You still need a tight definition of the requirements.

>> > iterator_range also implements this concept for a pair of iterators.
>> >
>> > In the string_algo library, a container satifying this concept can
>> > be used as any non-result argument (i.e. the argument, whose type is
>> > not used as a result).
>> Really, "any?" You have no char or integral non-result arguments? I
>> see that you have output iterator non-result arguments.
> Please do not take all my wording so explicitly exact.

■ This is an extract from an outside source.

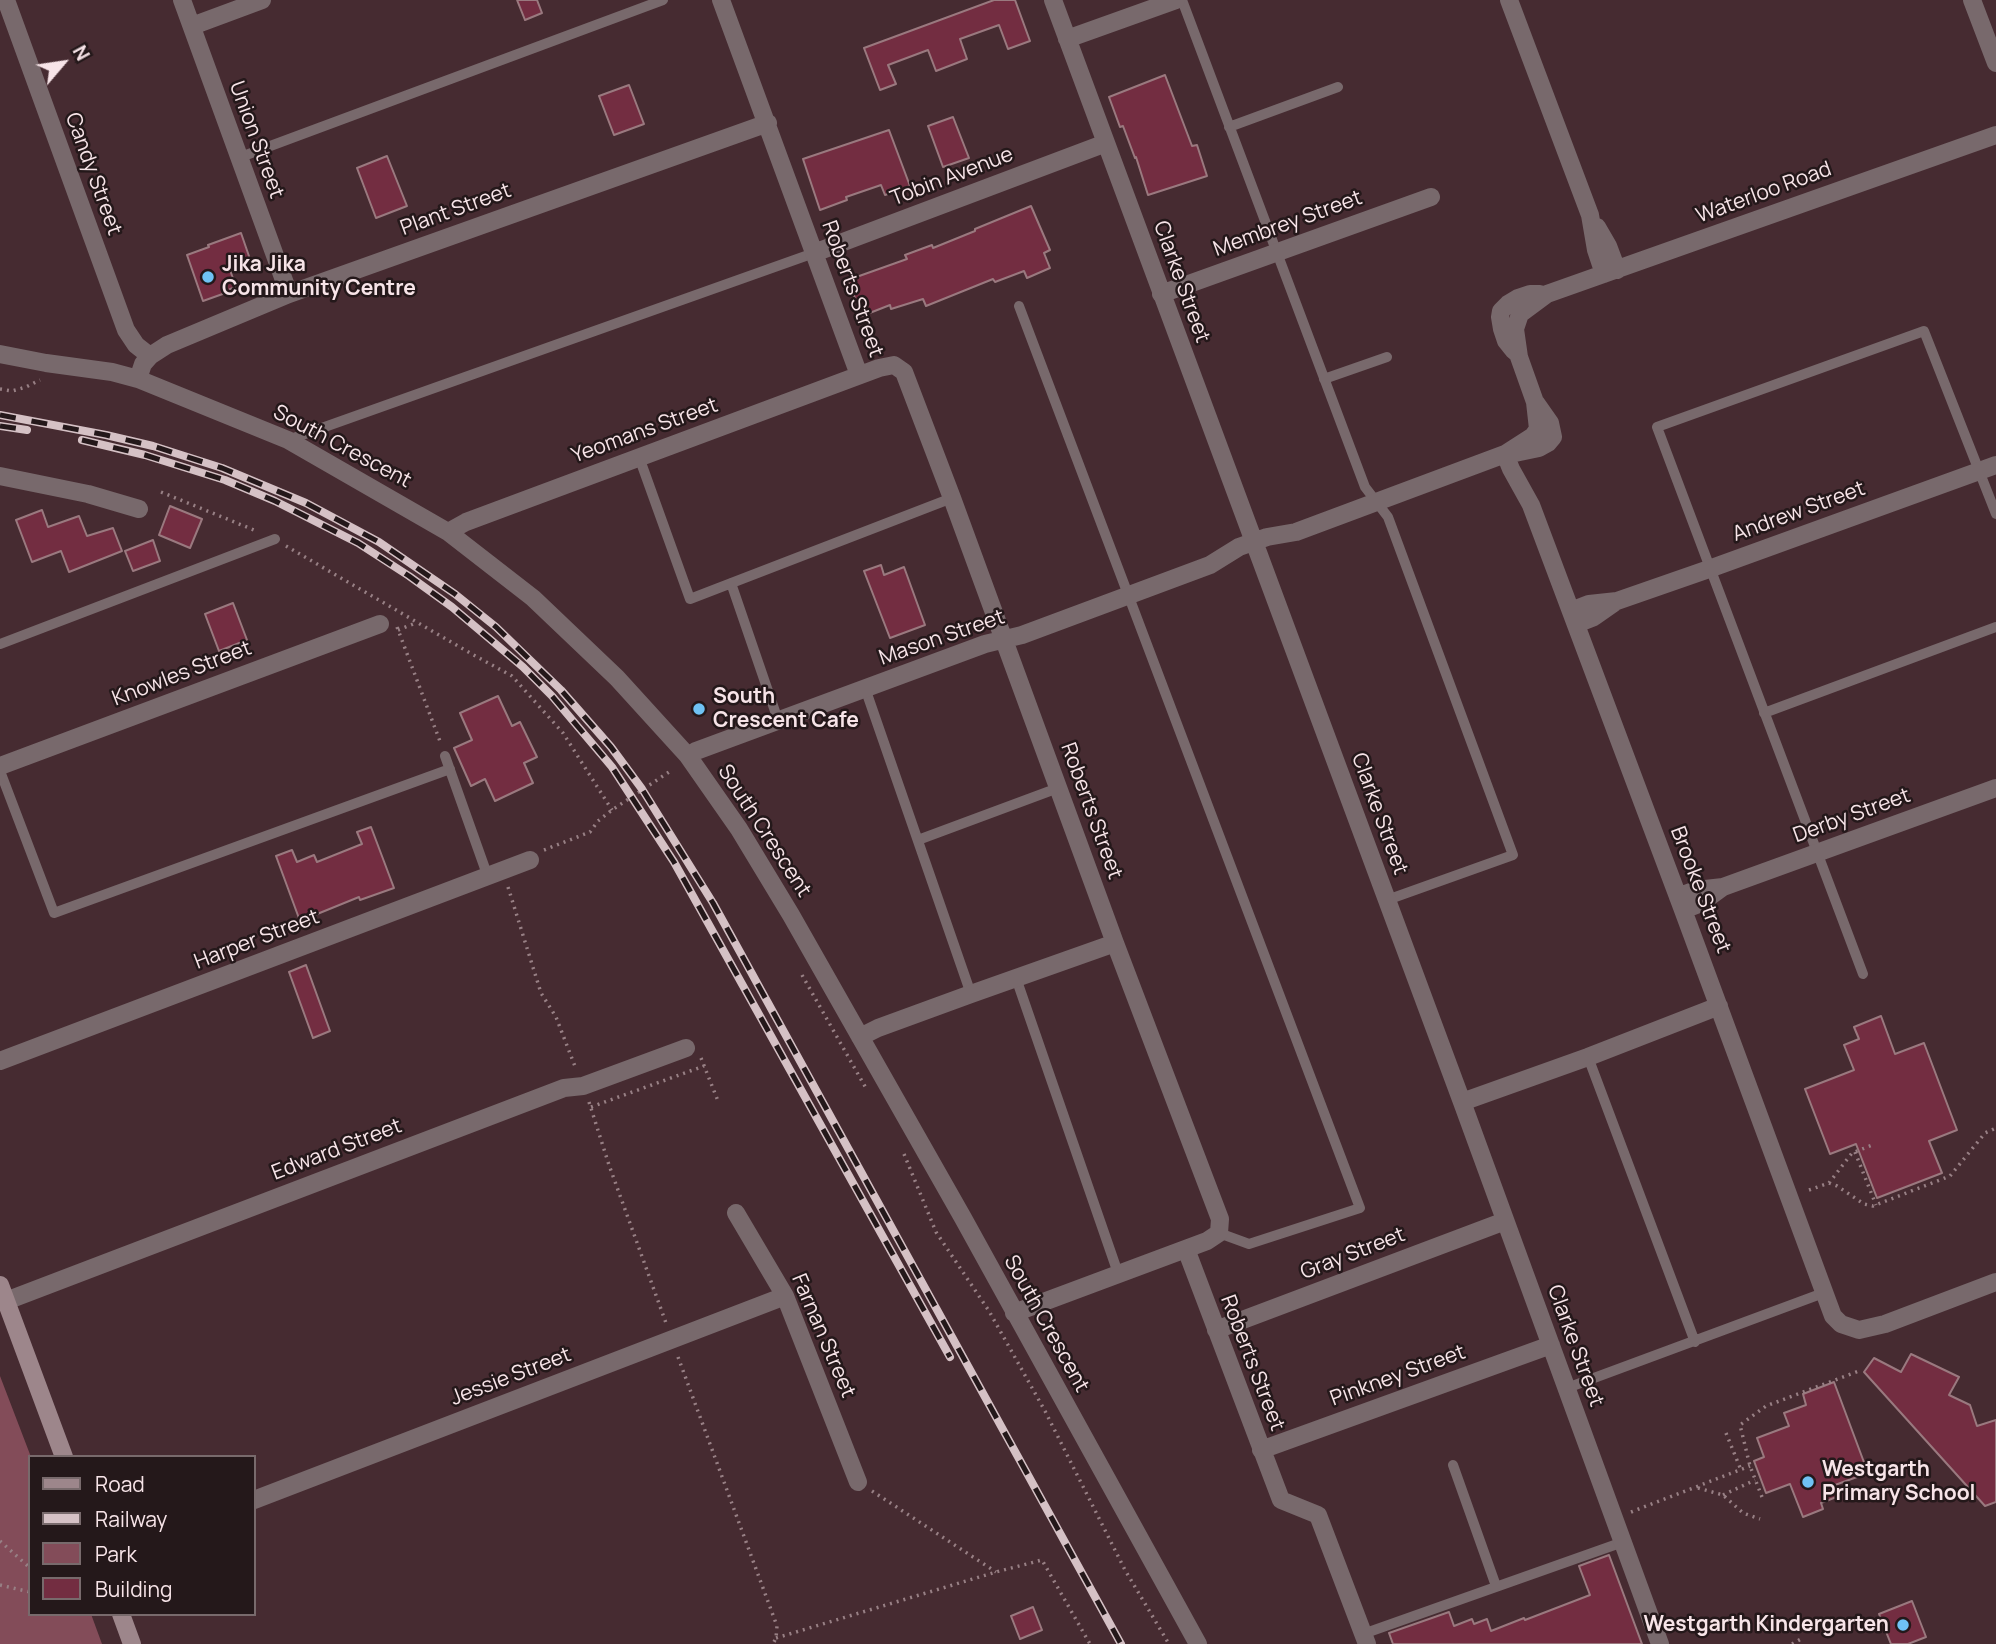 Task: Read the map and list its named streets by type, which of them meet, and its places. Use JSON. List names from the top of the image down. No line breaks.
{"streets":{"street":["Union Street","Candy Street","Tobin Avenue","Waterloo Road","Plant Street","Membrey Street","Clarke Street","Roberts Street","Yeomans Street","South Crescent","Andrew Street","Mason Street","Knowles Street","Derby Street","Brooke Street","Harper Street","Edward Street","Gray Street","Farnan Street","Pinkney Street","Jessie Street"]},"crossings":[["Union Street","Plant Street"],["Candy Street","Plant Street"],["Tobin Avenue","Clarke Street"],["Tobin Avenue","Roberts Street"],["Waterloo Road","Mason Street"],["Plant Street","Roberts Street"],["Membrey Street","Clarke Street"],["Clarke Street","Mason Street"],["Clarke Street","Gray Street"],["Clarke Street","Pinkney Street"],["Roberts Street","Yeomans Street"],["Roberts Street","Mason Street"],["Roberts Street","Gray Street"],["Roberts Street","Pinkney Street"],["Yeomans Street","South Crescent"],["South Crescent","Mason Street"],["Andrew Street","Brooke Street"],["Mason Street","Brooke Street"],["Derby Street","Brooke Street"],["Farnan Street","Jessie Street"]],"places":["Jika Jika Community Centre","South Crescent Cafe","Westgarth Primary School","Westgarth Kindergarten"],"legend":["Road","Railway","Park","Building"],"north":"top right"} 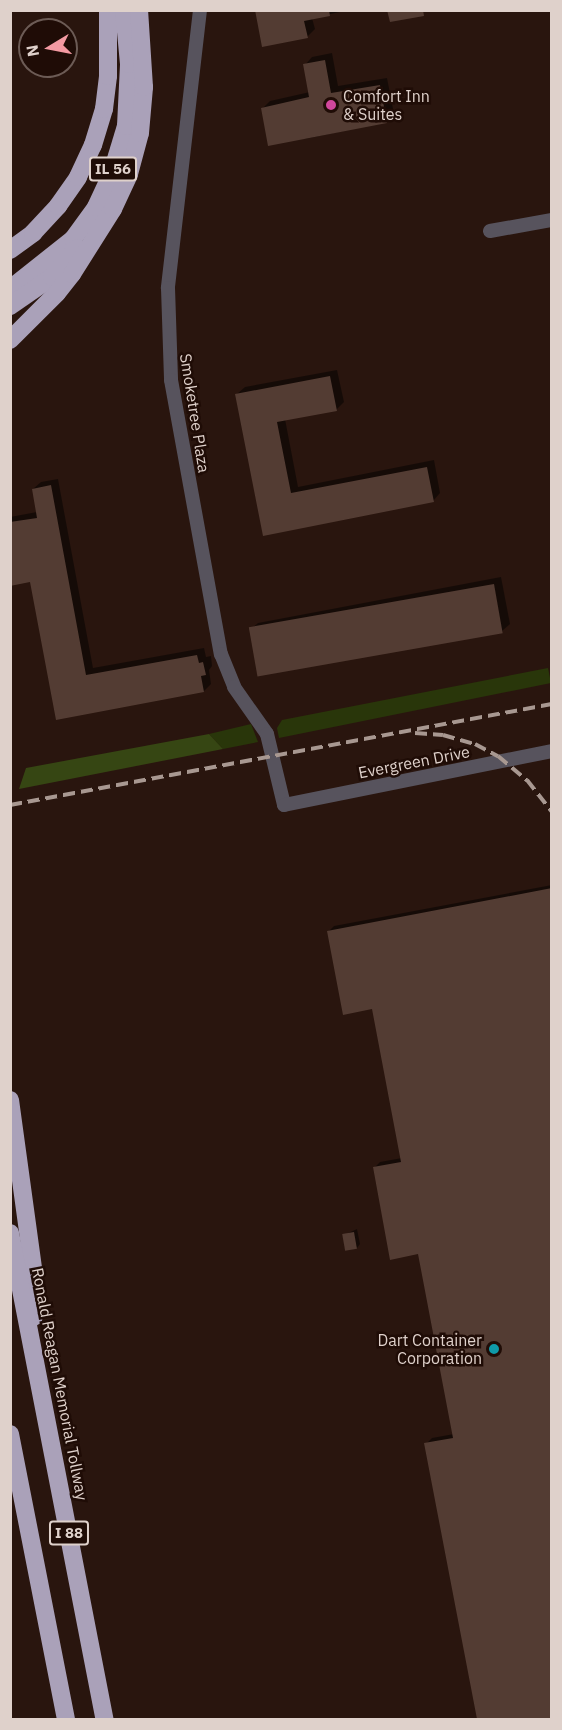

I have
> studied mathematics, and I'm very well aware, that formal scientific
> wording is perfect, but it is not very explanatory in many places

Problem is, your informal wording is not very explanatory for _me_.
Furthermore, I'm trying to point out what's needed in the docs and
you implied that this document is supposed to fill in the missing
pieces, but there's a lot still missing.

> I will try to be more precise in docs.


> What I meant with the non-result argument is of cause, "a container
> argument with non-result type".

Since I don't know what a container is (there seems to be some
fuzziness around the area of built-in arrays) this only helps a

> There are other types of paramters, but either they type is fully
> specified, or their an specification is clear. As a matter of fact,
> thare are only 4 significant types of template arguments used in
> addition to containers:
> 1. Predicates - any functional object, accepting the required value
> type as an argumnet and returning bool
> 2. Finder - Presicely specified in docs
> 3. Formater - detto.
> 4. Iterator - these are mostly use in the implemetation detail, but
> the name of template argument always matches the
> required iterator type
> (Note: I you will look through the library in a great detail, you will probably find more types,
> but, I'm pretty sure, that there won't be any problem with their interpretation )
> [snip]
>> > 2. Copy variant, that returns the copy of the modyfied input. This
>> > variant also uses the same type as input for the result. For all
>> > algorithms, SeqeuenceConcept is sufficient, however for some of
>> > them, standard ContainerConcept (Std 23.1) is sufficient. In
>> > addition to InputContainer, there is a need for a construction,
>> > because the new copy of the container is required.
>> You need to be specific about which algorithms need Sequence and
>> which need Container.
> From the point of this review, it will be safer to assume, that SequenceConcept
> is always required. There are exceptions, but it is only a minority.
> It is possible that it the future, in some algorithms, the requirements
> will be lowered.

I'm sorry, we seem to have a disagreement about the importance of
tight specification. Others may disagree with me, but personally I
think you should take this more seriously.